Josette had told Gretchen that she didn't blame Marc for his lack of belief in her innocence. Part of her didn't. Another, darker part wanted to hang him by his spurs from a live oak tree for the misery of the past two years. He'd never really believed her story until their last disastrous date, and he'd walked out on her without another word, after making her feel like a prostitute. She'd loved him. But he couldn't have loved her. If he had, he'd never have
left Texas, not even if the murder trial had set them at odds.

She cleared her throat at the erotic images that flashed through her mind of her last date with Marc and turned her attention back to poor, downcast Phil Douglas.

“I'll square things with Simon for you,” she promised him.

“I really like working here,” he said eagerly. “You might mention that. And I promise I'll fix the computer next time so that his e-mail won't ever lock down again. I'll put it in writing, even!”

“I'll tell him, Phil. Right now, in fact. I have to see him on a question one of the district attorneys faxed in this morning. Chin up, now. The world hasn't ended. Everything passes with time—even things you think will kill your soul.”

And she should know, she thought, but she didn't say it out loud.

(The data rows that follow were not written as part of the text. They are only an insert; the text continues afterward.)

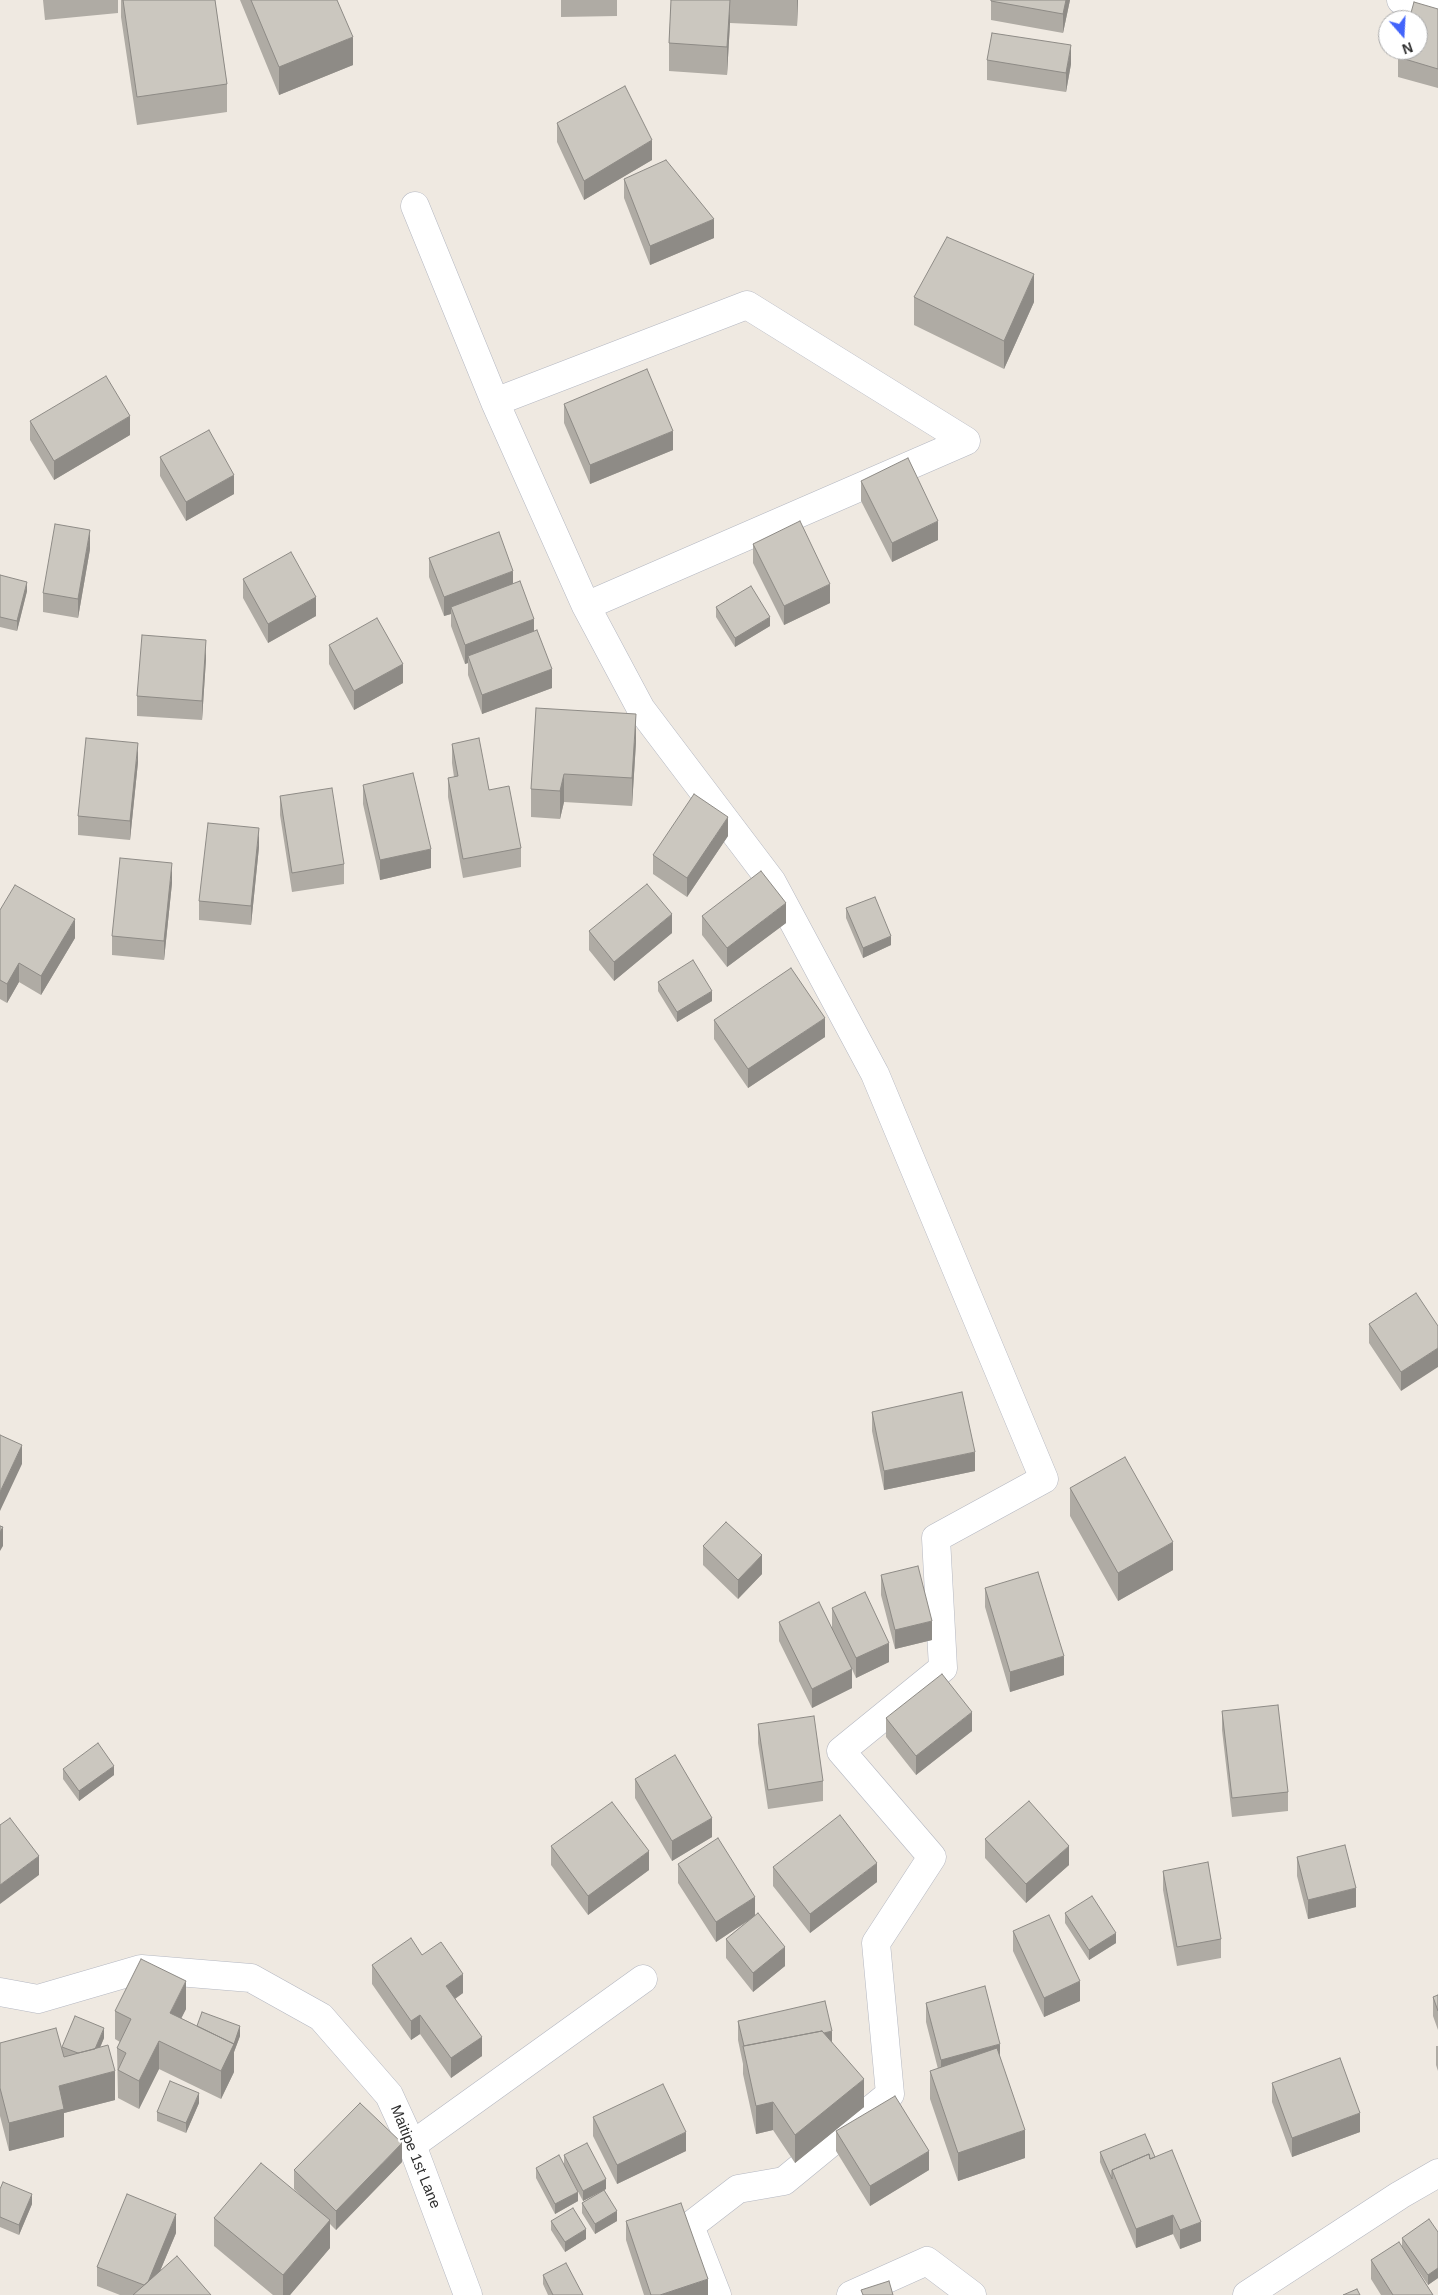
<!DOCTYPE html>
<html>
<head>
<meta charset="utf-8">
<style>
	body { margin:0 }
	#map { position:relative; width:1438px; height:2295px; overflow:hidden; background:#efe9e1; font-family:Arial,sans-serif }
	canvas { display:block }
	.north { position:absolute; left:1378px; top:10px; width:50px; height:50px; box-sizing:border-box; background:#fff; border:1px solid #ababab; border-radius:50%; rotate:161deg; font-size:14px; font-weight:700; line-height:20px; text-align:center; color:#2e2e2e }
	.north::after { content:''; display:block; margin:auto; width:18px; height:22px; background:#4264fb; clip-path:polygon(50% 0,100% 100%,50% 72%,0 100%) }
</style>
</head>
<body>
<div id="map">
<canvas width="1438" height="2295"></canvas>
<div class="north">N</div>
</div>
<script>
const g = document.querySelector('canvas').getContext('2d');
g.lineJoin = 'round';
const shape = rows => new Path2D(rows.map(r => 'M' + r).join(''));
function strokePath(path, color, width, dash) { g.strokeStyle = color; g.lineWidth = width; g.lineCap = dash ? 'butt' : 'round'; g.setLineDash(dash || []); g.stroke(path); }
function fill(path, color) { g.fillStyle = color; g.fill(path, 'evenodd'); }
function label(font, color, halo, rows, align = 'center') {
  g.font = font + ' Arial,sans-serif'; g.lineWidth = 4.5; g.setLineDash([]); g.textBaseline = 'middle'; g.strokeStyle = halo; g.fillStyle = color; for (const [text, x, y, turn = 0] of rows) {
    g.save(); g.translate(x, y); g.rotate((+turn || 0) * Math.PI / 180); g.textAlign = isNaN(turn) ? turn : align; if (halo) g.strokeText(text, 0, 0); g.fillText(text, 0, 0); g.restore();
  }
}
const street = shape([
	[415,206,495,402,586,606,641,709,772,882,875,1074,1044,1479,936,1538,943,1668,841,1751,932,1857,876,1943,890,2094,784,2181,738,2189,690,2226,717,2295],
	[495,402,747,305,966,441,586,606],
	[412,2145,643,1979],
	[851,2295,927,2261,972,2295],
	[1247,2295,1400,2195,1438,2173]
]);
const secondary = shape([
	[1401,0,1438,14],
	[0,1992,38,1999,141,1969,251,1978,321,2017,389,2095,412,2145,468,2295]
]);
strokePath(street, '#b4b7c1', 29);
strokePath(secondary, '#b4b7c1', 29);
strokePath(street, '#fff', 28);
strokePath(secondary, '#fff', 28);
fill(shape([
	[43,0,118,0,118,13,45,20],
	[121,0,215,0,227,84,227,112,137,125,121,17],
	[240,0,337,0,353,65,279,95],
	[561,0,617,0,617,16,561,17],
	[671,0,798,0,797,26,730,23,727,75,669,71,669,43],
	[991,0,1070,0,1063,33,991,20],
	[1438,9,1438,88,1398,77,1398,57],
	[987,60,1071,64,1066,92,987,80],
	[557,123,652,160,584,200,557,142],
	[624,179,714,238,650,265,624,198],
	[914,297,1034,302,1004,369,914,325],
	[564,404,673,450,590,484,564,423],
	[30,421,130,435,54,480,30,440],
	[160,457,234,494,186,521,160,476],
	[861,481,938,540,892,562,861,501],
	[753,544,830,603,784,625,753,563],
	[90,549,78,618,43,612,43,593],
	[429,558,513,583,534,631,552,688,482,714,468,675,468,663,465,664,451,626,451,614,444,616,429,577],
	[0,575,27,591,17,631,0,627],
	[243,579,316,616,268,643,243,598],
	[716,607,770,626,735,647,716,617],
	[329,645,403,683,354,710,329,664],
	[206,659,202,720,137,716,137,696],
	[636,742,632,806,564,802,560,819,531,817,531,789],
	[452,744,489,790,521,848,521,867,463,878,448,797,448,778,454,777,452,763],
	[138,762,130,840,78,835,78,816],
	[363,785,431,868,380,880,363,804],
	[280,796,344,864,344,884,292,892,280,815],
	[728,836,687,897,653,874,653,855],
	[259,847,251,925,199,920,199,901],
	[172,883,164,960,112,955,112,936],
	[846,908,891,945,863,958,846,918],
	[0,910,75,938,41,995,19,982,7,1003,0,999],
	[702,916,786,923,727,967,702,935],
	[589,931,672,933,614,981,589,950],
	[658,982,712,1001,677,1022,658,991],
	[714,1020,825,1037,748,1088,714,1039],
	[1416,1293,1401,1391,1369,1343,1369,1324],
	[872,1412,975,1471,884,1490,872,1431],
	[1070,1488,1173,1570,1118,1601,1070,1516],
	[703,1546,762,1574,738,1599,703,1565],
	[881,1575,932,1640,895,1649,881,1595],
	[985,1588,1064,1675,1010,1692,985,1607],
	[832,1608,889,1662,856,1678,852,1669,852,1688,812,1708,779,1641,779,1622,832,1627],
	[1222,1711,1288,1792,1288,1811,1232,1817,1222,1730],
	[886,1718,972,1731,916,1775,886,1737],
	[758,1724,823,1781,823,1801,768,1809,758,1743],
	[63,1769,114,1775,79,1801,63,1779],
	[635,1779,712,1837,672,1861,635,1798],
	[985,1839,1069,1865,1026,1903,985,1858],
	[551,1846,649,1870,588,1915,551,1865],
	[1297,1857,1356,1907,1308,1919,1297,1876],
	[678,1864,755,1915,785,1966,753,1992,726,1958,726,1939,748,1921,716,1942,678,1883],
	[773,1867,877,1882,810,1933,773,1886],
	[1163,1871,1221,1939,1221,1958,1177,1966,1163,1890],
	[1065,1913,1116,1943,1089,1960,1065,1923],
	[1013,1931,1080,2001,1044,2017,1013,1951],
	[422,1955,463,1993,455,1999,482,2056,451,2078,420,2034,411,2040,372,1984,372,1965],
	[1438,1995,1438,2030,1433,2016,1433,1997],
	[926,2003,1000,2057,1025,2158,958,2181,930,2099,930,2071,938,2069,926,2022],
	[186,2009,181,2018,197,2026,240,2036,234,2052,234,2072,221,2099,159,2069,139,2109,118,2098,117,2048,120,2042,115,2039,115,2011],
	[738,2021,832,2042,864,2107,795,2163,773,2130,756,2134,743,2074,743,2064,738,2040],
	[104,2038,100,2048,115,2100,64,2113,64,2137,9,2151,0,2116,0,2043,62,2049,62,2047],
	[1436,2046,1438,2046,1438,2071,1436,2065],
	[1272,2083,1360,2132,1292,2157,1272,2102],
	[199,2103,186,2133,157,2121,157,2112],
	[593,2117,686,2151,617,2184,593,2136],
	[836,2131,929,2170,870,2206,836,2151],
	[1100,2152,1155,2157,1201,2241,1180,2249,1173,2234,1136,2248,1100,2162],
	[564,2155,606,2189,604,2190,617,2221,595,2234,582,2213,582,2203,600,2192,583,2201,564,2165],
	[402,2162,336,2230,330,2224,330,2248,290,2295,273,2295,214,2246,214,2218,303,2198,294,2189,294,2170],
	[536,2168,578,2201,555,2214,536,2178],
	[0,2189,32,2204,19,2235,0,2227],
	[551,2221,586,2239,565,2252,551,2230],
	[626,2221,708,2295,644,2295,626,2240],
	[1438,2232,1438,2278,1428,2285,1413,2263,1433,2295,1381,2295,1371,2279,1371,2260,1402,2246,1402,2238],
	[176,2233,160,2271,211,2295,120,2295,97,2286,97,2267],
	[543,2275,583,2295,548,2295,543,2284]
]), '#afaba4');
fill(shape([
	[730,0,730,23,727,75,727,47],
	[797,0,798,0,797,26],
	[1066,0,1070,0,1063,33,1063,14],
	[353,37,353,65,279,95,279,67],
	[1071,45,1071,64,1066,92,1066,73],
	[652,140,652,160,584,200,584,181],
	[714,219,714,238,650,265,650,246],
	[1034,274,1034,302,1004,369,1004,341],
	[130,416,130,435,54,480,54,461],
	[673,431,673,450,590,484,590,465],
	[234,475,234,494,186,521,186,502],
	[938,521,938,540,892,562,892,543],
	[90,530,90,549,78,618,78,599],
	[513,571,513,590,451,607,451,614,444,616,444,597],
	[27,582,27,591,17,631,17,621],
	[830,584,830,603,784,625,784,606],
	[316,597,316,616,268,643,268,624],
	[770,617,770,626,735,647,735,638],
	[534,619,534,638,468,656,468,663,465,664,465,645],
	[206,640,206,659,202,720,202,701],
	[403,664,403,683,354,710,354,691],
	[552,669,552,688,482,714,482,695],
	[636,714,636,742,632,806,632,778],
	[138,743,138,762,130,840,130,821],
	[564,774,564,802,560,819,560,791],
	[728,817,728,836,687,897,687,878],
	[259,828,259,847,251,925,251,906],
	[431,849,431,868,380,880,380,860],
	[172,863,172,883,164,960,164,941],
	[786,903,786,923,727,967,727,948],
	[672,914,672,933,614,981,614,962],
	[75,919,75,938,41,995,41,976],
	[891,936,891,945,863,958,863,948],
	[19,963,19,982,7,1003,7,984],
	[712,991,712,1001,677,1022,677,1012],
	[825,1018,825,1037,748,1088,748,1069],
	[1438,1348,1438,1367,1401,1391,1401,1372],
	[22,1445,22,1464,0,1511,0,1492],
	[975,1452,975,1471,884,1490,884,1471],
	[3,1527,3,1546,0,1551,0,1532],
	[1173,1542,1173,1570,1118,1601,1118,1573],
	[762,1555,762,1574,738,1599,738,1580],
	[932,1621,932,1640,895,1649,895,1630],
	[889,1643,889,1662,856,1678,856,1658],
	[1064,1656,1064,1675,1010,1692,1010,1672],
	[852,1669,852,1688,812,1708,812,1689],
	[972,1712,972,1731,916,1775,916,1756],
	[114,1766,114,1775,79,1801,79,1791],
	[712,1818,712,1837,672,1861,672,1841],
	[1069,1846,1069,1865,1026,1903,1026,1884],
	[649,1851,649,1870,588,1915,588,1896],
	[39,1856,39,1875,0,1904,0,1885],
	[877,1863,877,1882,810,1933,810,1914],
	[1356,1888,1356,1907,1308,1919,1308,1900],
	[755,1897,755,1916,716,1942,716,1922],
	[1116,1933,1116,1943,1089,1960,1089,1950],
	[785,1947,785,1966,753,1992,753,1973],
	[463,1974,463,1993,446,2005,446,1986],
	[186,1981,186,2009,170,2041,170,2013],
	[1080,1981,1080,2001,1044,2017,1044,1998],
	[420,2015,420,2034,411,2040,411,2021],
	[240,2026,240,2036,234,2052,234,2072,221,2099,221,2071],
	[104,2028,104,2038,91,2068,91,2059],
	[832,2031,832,2050,745,2051],
	[482,2037,482,2056,451,2078,451,2058],
	[159,2041,159,2069,139,2109,139,2081],
	[1000,2044,1000,2063,941,2079,941,2060],
	[115,2071,115,2100,64,2113,64,2137,9,2151,9,2123,59,2086],
	[864,2079,864,2107,795,2163,795,2135],
	[199,2093,199,2103,186,2133,186,2123],
	[773,2102,773,2130,756,2134,756,2106],
	[1360,2113,1360,2132,1292,2157,1292,2138],
	[1025,2130,1025,2158,958,2181,958,2153],
	[686,2132,686,2151,617,2184,617,2165],
	[402,2143,402,2162,336,2230,336,2211],
	[929,2151,929,2170,870,2206,870,2186],
	[606,2179,606,2189,583,2201,583,2191],
	[578,2192,578,2201,555,2214,555,2204],
	[32,2194,32,2204,19,2235,19,2225],
	[617,2211,617,2221,595,2234,595,2224],
	[176,2214,176,2233,150,2295,146,2286],
	[1173,2215,1173,2234,1136,2248,1136,2229],
	[330,2220,330,2248,290,2295,283,2295,283,2275],
	[1201,2222,1201,2241,1180,2249,1180,2230],
	[586,2229,586,2239,565,2252,565,2242],
	[1438,2268,1438,2278,1428,2285,1428,2275],
	[708,2279,708,2295,660,2295]
]), '#8e8b86');
const building = shape([
	[123,0,215,0,227,84,137,97,123,0],
	[251,0,337,0,353,37,279,67,251,0],
	[671,0,730,0,727,47,669,43,671,0],
	[991,0,1066,0,1063,14,991,1,991,0],
	[1414,2,1438,9,1438,69,1398,57,1400,50,1418,50,1418,20,1409,20,1414,2],
	[992,33,1071,45,1066,73,987,60,992,33],
	[625,86,652,140,584,181,557,123,625,86],
	[666,160,714,219,650,246,624,179,666,160],
	[947,237,1034,274,1004,341,914,297,947,237],
	[647,369,673,431,590,465,564,404,647,369],
	[106,376,130,416,54,461,30,421,106,376],
	[209,430,234,475,186,502,160,457,209,430],
	[908,458,938,521,892,543,861,481,908,458],
	[800,521,830,584,784,606,753,544,800,521],
	[55,524,90,530,78,599,43,593,55,524],
	[499,532,513,571,444,597,429,558,499,532],
	[291,552,316,597,268,624,243,579,291,552],
	[0,575,27,582,17,621,0,617,0,575],
	[520,581,534,619,465,645,451,607,520,581],
	[751,586,770,617,735,638,716,607,751,586],
	[377,618,403,664,354,691,329,645,377,618],
	[537,630,552,669,482,695,468,656,537,630],
	[142,635,206,640,202,701,137,696,142,635],
	[536,708,636,714,632,778,564,774,560,791,531,789,536,708],
	[86,738,138,743,130,821,78,816,86,738],
	[479,738,489,790,509,786,521,848,463,859,448,778,458,776,452,744,479,738],
	[413,773,431,849,380,860,363,785,413,773],
	[332,788,344,864,292,873,280,796,332,788],
	[694,794,728,817,687,878,653,855,694,794],
	[208,823,259,828,251,906,199,901,208,823],
	[120,858,172,863,164,941,112,936,120,858],
	[761,871,786,903,727,948,702,916,761,871],
	[647,884,672,914,614,962,589,931,647,884],
	[15,885,75,919,41,976,19,963,7,984,0,980,0,910,15,885],
	[875,897,891,936,863,948,846,908,875,897],
	[693,960,712,991,677,1012,658,982,693,960],
	[791,968,825,1018,748,1069,714,1020,791,968],
	[1416,1293,1438,1326,1438,1348,1401,1372,1369,1324,1416,1293],
	[962,1392,975,1452,884,1471,872,1412,962,1392],
	[0,1435,22,1445,0,1492,0,1435],
	[1125,1457,1173,1542,1118,1573,1070,1488,1125,1457],
	[726,1522,762,1555,738,1580,703,1546,726,1522],
	[0,1526,3,1527,0,1532,0,1526],
	[918,1566,932,1621,895,1630,881,1575,918,1566],
	[1038,1572,1064,1656,1010,1672,985,1588,1038,1572],
	[865,1592,889,1643,856,1658,832,1608,865,1592],
	[819,1602,852,1669,812,1689,779,1622,819,1602],
	[942,1674,972,1712,916,1756,886,1718,942,1674],
	[1278,1705,1288,1792,1232,1798,1222,1711,1278,1705],
	[814,1716,823,1781,768,1790,758,1724,814,1716],
	[98,1743,114,1766,79,1791,63,1769,98,1743],
	[675,1755,712,1818,672,1841,635,1779,675,1755],
	[1029,1801,1069,1846,1026,1884,985,1839,1029,1801],
	[612,1802,649,1851,588,1896,551,1846,612,1802],
	[840,1815,877,1863,810,1914,773,1867,840,1815],
	[10,1818,39,1856,0,1885,0,1825,10,1818],
	[718,1838,755,1897,716,1922,678,1864,718,1838],
	[1345,1845,1356,1888,1308,1900,1297,1857,1345,1845],
	[1208,1862,1221,1939,1177,1947,1163,1871,1208,1862],
	[1092,1896,1116,1933,1089,1950,1065,1913,1092,1896],
	[758,1913,785,1947,753,1973,726,1939,758,1913],
	[1049,1915,1080,1981,1044,1998,1013,1931,1049,1915],
	[411,1938,422,1955,441,1942,463,1974,446,1986,482,2037,451,2058,420,2015,411,2021,372,1965,411,1938],
	[141,1959,186,1981,170,2013,234,2044,221,2071,159,2041,139,2081,118,2070,126,2053,117,2048,131,2019,115,2011,141,1959],
	[985,1986,1000,2044,941,2060,926,2003,985,1986],
	[1438,1995,1438,2011,1433,1997,1438,1995],
	[825,2001,832,2031,824,2033,822,2031,744,2046,738,2021,825,2001],
	[202,2012,240,2026,234,2044,197,2026,202,2012],
	[75,2016,104,2028,95,2049,78,2053,62,2047,75,2016],
	[56,2028,64,2057,108,2045,115,2071,59,2086,64,2109,9,2123,0,2088,0,2043,56,2028],
	[822,2031,864,2079,795,2135,773,2102,756,2106,743,2046,822,2031],
	[997,2048,1025,2130,958,2153,930,2071,997,2048],
	[1340,2058,1360,2113,1292,2138,1272,2083,1340,2058],
	[170,2081,199,2093,186,2123,157,2112,170,2081],
	[663,2084,686,2132,617,2165,593,2117,663,2084],
	[895,2096,929,2151,870,2186,836,2131,895,2096],
	[360,2103,402,2143,336,2211,294,2170,360,2103],
	[1145,2134,1155,2157,1150,2159,1149,2154,1112,2170,1112,2179,1100,2152,1145,2134],
	[587,2143,606,2179,583,2191,564,2155,587,2143],
	[1172,2150,1201,2222,1180,2230,1173,2215,1136,2229,1112,2170,1149,2154,1150,2159,1172,2150],
	[559,2155,578,2192,555,2204,536,2168,559,2155],
	[261,2163,330,2220,283,2275,214,2218,261,2163],
	[3,2182,32,2194,19,2225,0,2217,0,2189,3,2182],
	[604,2190,617,2211,595,2224,582,2203,604,2190],
	[127,2194,176,2214,148,2282,144,2285,97,2267,127,2194],
	[681,2203,708,2279,660,2295,651,2295,626,2221,681,2203],
	[573,2208,586,2229,565,2242,551,2221,573,2208],
	[1429,2219,1438,2232,1438,2268,1428,2275,1402,2238,1429,2219],
	[1399,2242,1433,2295,1393,2295,1371,2260,1399,2242],
	[177,2256,211,2295,133,2295,177,2256],
	[566,2263,583,2295,553,2295,543,2275,566,2263],
	[889,2281,893,2295,863,2295,861,2290,889,2281],
	[1357,2289,1360,2295,1343,2295,1357,2289]
]);
fill(building, '#cbc7bf');
strokePath(building, '#8e8b86', 1);
label('15px', '#2e2e2e', '#fff', [
	["Maitipe 1st Lane",415,2157,68]
]);
</script>
</body>
</html>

When she walked into Texas Attorney General Simon Hart's office, she found him scowling at the telephone as if he'd just taken a bite of it and found it rotten.

“Something wrong?” she asked as she paused in front of his desk.

He shifted, the artificial hand resting on the desk looking so real that sometimes it was hard to remember that he was an amputee. Simon was big, dark-haired, pale-eyed and formidable. His gorgeous
redheaded wife, Tira, and his two dark-haired young sons smiled out from a jumble of framed photographs on a polished table behind him. There was one of him with his four brothers just after he'd been elected attorney general. His brothers were giving him apprehensive glances. She smiled. Disabled or not, Simon was a force to behold when he lost his temper.

“That was the assistant district attorney in San Antonio,” he said, indicating the phone. “They've got what looks like a mob-related hit in an alley just a few steps from Jake Marsh's nightclub.” He glanced at her. “A local mob figure,” he added. “Ever heard of him?”

“The name rings a bell, but I can't place it. That case won't concern us, will it?” she asked.

He was tracing a pattern on his desk. “As a matter of fact, it might. It depends on whether or not we can tie Marsh to the murder. I don't have to tell you how hard the district attorney in San Antonio has been trying to shut him down. The D.A. phoned the deputy chief of police and cleared it to have the Texas Rangers send an officer over there to assist in the investigation. If the case can be tied to Marsh, we'll be looking at multiple jurisdictions and we'll end up in a high-profile case. In a senate election year here,” he added solemnly, “crime will be a campaign issue. I don't want Texas in the spotlight again. Neither does the D.A. in Bexar County, so
she's making sure every step is documented and backed up.”